Task directions:
Start at the first line of the material below and retype each line through the one containing "margin:0; font-family:Cabin,sans-serif; background:var(--page);", exactly.

== == ==

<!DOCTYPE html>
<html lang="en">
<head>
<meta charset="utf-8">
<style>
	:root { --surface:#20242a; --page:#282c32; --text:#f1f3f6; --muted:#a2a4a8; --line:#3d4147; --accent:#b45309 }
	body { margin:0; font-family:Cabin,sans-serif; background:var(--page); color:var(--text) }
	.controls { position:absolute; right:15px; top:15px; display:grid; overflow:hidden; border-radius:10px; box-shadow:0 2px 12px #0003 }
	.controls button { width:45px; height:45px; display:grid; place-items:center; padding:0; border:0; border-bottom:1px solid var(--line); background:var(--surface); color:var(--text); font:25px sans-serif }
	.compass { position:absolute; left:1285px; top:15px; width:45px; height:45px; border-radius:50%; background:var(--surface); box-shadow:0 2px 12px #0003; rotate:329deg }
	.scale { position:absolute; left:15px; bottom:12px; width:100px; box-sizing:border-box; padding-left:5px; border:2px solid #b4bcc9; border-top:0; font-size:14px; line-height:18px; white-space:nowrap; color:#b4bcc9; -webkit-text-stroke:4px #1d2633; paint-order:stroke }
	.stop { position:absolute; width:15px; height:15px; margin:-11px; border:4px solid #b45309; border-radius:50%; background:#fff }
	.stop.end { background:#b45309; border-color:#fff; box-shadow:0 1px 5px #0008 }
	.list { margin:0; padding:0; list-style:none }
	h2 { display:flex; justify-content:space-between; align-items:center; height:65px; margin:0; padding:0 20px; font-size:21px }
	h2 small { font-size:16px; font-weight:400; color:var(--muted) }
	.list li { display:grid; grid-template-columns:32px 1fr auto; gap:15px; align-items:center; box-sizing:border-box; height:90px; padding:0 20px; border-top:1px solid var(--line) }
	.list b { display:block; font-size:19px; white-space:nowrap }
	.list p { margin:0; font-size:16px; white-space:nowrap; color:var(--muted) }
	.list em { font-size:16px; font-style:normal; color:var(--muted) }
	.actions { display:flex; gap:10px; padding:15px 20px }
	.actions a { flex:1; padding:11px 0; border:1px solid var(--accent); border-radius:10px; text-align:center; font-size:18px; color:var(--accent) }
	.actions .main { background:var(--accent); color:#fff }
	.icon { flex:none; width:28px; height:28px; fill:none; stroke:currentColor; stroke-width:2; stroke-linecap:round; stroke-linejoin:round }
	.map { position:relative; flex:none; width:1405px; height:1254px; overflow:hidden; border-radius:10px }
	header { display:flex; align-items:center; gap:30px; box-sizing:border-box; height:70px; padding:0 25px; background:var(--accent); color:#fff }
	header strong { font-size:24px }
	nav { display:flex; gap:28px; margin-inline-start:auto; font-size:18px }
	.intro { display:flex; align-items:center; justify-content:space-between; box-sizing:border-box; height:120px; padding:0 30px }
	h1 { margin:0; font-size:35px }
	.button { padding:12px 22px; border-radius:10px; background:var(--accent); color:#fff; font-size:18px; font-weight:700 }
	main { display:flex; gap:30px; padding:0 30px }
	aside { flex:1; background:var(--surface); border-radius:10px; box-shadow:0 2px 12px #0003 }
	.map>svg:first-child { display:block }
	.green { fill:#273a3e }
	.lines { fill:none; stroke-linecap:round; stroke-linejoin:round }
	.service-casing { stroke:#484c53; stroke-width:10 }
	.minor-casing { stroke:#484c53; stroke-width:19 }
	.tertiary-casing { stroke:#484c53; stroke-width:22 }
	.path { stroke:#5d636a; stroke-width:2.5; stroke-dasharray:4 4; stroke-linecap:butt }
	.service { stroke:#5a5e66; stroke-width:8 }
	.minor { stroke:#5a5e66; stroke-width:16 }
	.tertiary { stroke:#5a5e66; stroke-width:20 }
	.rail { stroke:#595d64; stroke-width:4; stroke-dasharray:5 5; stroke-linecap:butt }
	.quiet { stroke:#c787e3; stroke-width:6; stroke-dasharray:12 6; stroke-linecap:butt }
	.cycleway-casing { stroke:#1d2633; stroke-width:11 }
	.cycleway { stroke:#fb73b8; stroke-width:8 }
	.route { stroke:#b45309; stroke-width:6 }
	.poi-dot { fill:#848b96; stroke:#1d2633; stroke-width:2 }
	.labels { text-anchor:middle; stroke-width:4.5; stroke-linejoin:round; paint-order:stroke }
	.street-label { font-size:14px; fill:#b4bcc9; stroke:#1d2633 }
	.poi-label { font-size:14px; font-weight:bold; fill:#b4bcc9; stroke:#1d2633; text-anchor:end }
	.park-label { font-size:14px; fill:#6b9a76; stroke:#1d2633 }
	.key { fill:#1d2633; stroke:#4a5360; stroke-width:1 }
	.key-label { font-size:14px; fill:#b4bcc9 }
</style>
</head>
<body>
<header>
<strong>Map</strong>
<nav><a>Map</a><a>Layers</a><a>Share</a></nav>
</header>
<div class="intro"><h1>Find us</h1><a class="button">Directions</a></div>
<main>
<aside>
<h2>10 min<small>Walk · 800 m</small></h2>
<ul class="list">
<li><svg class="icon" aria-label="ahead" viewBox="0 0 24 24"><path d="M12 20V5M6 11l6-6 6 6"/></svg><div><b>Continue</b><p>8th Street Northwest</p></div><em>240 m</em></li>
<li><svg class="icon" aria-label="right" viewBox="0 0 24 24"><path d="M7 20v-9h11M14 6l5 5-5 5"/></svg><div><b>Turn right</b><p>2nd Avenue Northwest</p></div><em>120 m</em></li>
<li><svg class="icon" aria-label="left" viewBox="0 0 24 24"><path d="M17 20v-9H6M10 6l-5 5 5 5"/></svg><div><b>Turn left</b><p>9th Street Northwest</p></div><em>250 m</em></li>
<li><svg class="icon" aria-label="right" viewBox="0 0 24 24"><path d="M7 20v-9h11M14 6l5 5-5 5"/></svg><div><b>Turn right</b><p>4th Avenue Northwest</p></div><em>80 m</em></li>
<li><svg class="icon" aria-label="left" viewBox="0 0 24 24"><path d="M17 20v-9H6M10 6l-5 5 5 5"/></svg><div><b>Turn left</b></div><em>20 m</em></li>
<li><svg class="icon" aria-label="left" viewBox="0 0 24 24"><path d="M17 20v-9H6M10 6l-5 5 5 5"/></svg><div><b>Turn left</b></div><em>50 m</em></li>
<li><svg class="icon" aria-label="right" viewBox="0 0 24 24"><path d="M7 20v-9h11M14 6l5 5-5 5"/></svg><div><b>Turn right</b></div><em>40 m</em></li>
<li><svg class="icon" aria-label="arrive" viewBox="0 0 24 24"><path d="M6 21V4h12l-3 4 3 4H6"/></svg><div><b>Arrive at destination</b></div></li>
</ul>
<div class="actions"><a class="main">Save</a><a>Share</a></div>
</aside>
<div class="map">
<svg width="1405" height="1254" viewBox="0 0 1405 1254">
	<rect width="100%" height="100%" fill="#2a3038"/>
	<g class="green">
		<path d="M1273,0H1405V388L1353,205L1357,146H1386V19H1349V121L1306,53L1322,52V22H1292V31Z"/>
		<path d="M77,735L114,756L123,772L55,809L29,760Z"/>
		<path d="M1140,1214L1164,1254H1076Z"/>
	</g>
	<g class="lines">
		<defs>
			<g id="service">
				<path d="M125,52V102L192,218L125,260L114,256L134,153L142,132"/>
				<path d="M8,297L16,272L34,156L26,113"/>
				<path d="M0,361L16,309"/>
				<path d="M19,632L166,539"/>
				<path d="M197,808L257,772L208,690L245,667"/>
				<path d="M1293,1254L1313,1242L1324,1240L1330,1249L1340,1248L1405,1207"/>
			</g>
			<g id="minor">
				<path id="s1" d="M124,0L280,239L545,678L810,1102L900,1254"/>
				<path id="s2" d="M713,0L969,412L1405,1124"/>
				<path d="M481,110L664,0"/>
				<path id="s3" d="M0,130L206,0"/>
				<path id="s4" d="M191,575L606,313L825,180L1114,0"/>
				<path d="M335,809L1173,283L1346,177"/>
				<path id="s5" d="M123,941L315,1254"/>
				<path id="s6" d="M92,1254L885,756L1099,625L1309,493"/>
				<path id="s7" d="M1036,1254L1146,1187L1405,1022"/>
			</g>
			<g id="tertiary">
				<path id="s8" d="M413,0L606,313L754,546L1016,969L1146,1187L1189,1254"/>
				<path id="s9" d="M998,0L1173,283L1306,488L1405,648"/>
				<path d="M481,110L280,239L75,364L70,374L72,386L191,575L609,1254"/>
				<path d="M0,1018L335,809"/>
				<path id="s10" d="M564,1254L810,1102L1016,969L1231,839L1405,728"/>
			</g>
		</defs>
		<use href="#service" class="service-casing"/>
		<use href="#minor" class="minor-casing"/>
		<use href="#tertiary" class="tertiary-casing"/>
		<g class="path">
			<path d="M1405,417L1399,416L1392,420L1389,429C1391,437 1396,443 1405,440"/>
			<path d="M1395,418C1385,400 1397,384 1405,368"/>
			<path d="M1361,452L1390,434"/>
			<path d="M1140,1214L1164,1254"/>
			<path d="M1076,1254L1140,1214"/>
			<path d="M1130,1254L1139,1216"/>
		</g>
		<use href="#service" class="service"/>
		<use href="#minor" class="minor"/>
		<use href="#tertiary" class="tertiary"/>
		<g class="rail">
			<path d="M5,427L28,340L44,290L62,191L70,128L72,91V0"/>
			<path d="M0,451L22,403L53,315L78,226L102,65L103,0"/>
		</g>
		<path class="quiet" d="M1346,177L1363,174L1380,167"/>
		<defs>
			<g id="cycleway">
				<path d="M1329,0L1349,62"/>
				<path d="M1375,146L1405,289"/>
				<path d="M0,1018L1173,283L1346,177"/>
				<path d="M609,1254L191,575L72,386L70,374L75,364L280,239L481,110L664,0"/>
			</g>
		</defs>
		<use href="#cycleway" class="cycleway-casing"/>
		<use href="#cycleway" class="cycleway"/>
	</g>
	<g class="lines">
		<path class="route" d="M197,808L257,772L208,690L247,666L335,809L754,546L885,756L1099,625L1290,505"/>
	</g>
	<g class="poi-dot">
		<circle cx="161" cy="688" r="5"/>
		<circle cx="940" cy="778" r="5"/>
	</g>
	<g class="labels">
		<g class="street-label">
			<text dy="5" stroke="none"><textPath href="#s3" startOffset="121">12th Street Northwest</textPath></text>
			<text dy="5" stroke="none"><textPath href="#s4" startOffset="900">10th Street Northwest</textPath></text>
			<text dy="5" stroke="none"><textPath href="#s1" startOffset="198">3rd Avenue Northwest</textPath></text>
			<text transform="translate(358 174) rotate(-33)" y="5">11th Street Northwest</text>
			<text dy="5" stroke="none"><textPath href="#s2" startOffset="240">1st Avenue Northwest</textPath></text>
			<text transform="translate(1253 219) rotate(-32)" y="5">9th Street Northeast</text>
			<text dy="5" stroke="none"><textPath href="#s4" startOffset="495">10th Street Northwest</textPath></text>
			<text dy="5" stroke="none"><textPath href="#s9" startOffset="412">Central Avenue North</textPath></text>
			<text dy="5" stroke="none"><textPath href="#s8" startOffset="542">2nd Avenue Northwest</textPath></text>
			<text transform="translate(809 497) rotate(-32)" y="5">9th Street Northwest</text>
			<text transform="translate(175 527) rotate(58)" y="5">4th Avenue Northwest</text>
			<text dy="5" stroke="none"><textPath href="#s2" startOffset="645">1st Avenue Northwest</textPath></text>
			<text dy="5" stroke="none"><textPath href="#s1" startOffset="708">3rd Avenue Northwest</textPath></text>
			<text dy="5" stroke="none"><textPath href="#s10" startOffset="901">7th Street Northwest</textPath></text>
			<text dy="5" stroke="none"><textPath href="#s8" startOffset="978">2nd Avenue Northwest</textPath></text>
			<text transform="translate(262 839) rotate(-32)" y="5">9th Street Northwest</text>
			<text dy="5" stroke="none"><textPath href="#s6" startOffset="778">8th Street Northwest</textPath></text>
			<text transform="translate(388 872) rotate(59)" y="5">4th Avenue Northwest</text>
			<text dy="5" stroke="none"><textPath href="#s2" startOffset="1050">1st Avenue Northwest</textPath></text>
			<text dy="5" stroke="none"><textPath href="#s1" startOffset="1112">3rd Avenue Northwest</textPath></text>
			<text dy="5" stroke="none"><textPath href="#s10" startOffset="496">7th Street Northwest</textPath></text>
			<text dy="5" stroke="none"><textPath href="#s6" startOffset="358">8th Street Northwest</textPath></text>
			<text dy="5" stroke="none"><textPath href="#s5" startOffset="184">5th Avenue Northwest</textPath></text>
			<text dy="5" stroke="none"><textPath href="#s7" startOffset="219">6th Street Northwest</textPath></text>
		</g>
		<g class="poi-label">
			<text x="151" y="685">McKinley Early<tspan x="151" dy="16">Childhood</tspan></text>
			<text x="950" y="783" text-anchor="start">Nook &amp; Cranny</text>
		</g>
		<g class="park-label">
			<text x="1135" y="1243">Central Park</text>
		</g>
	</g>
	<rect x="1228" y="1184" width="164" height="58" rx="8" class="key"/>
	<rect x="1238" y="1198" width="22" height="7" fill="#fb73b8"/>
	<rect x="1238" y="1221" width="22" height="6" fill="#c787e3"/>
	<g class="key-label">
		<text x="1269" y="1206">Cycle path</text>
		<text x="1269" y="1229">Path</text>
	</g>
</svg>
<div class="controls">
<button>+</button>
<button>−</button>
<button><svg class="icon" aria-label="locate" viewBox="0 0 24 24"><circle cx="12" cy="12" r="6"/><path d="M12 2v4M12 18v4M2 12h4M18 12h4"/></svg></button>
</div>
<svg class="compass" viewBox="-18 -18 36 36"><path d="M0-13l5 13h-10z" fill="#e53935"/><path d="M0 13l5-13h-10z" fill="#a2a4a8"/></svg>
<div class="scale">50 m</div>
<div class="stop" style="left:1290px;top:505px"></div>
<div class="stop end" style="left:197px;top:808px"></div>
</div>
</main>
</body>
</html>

== == ==

Exercise result:
<!DOCTYPE html>
<html lang="en">
<head>
<meta charset="utf-8">
<style>
	:root { --surface:#20242a; --page:#282c32; --text:#f1f3f6; --muted:#a2a4a8; --line:#3d4147; --accent:#b45309 }
	body { margin:0; font-family:Cabin,sans-serif; background:var(--page); color:var(--text) }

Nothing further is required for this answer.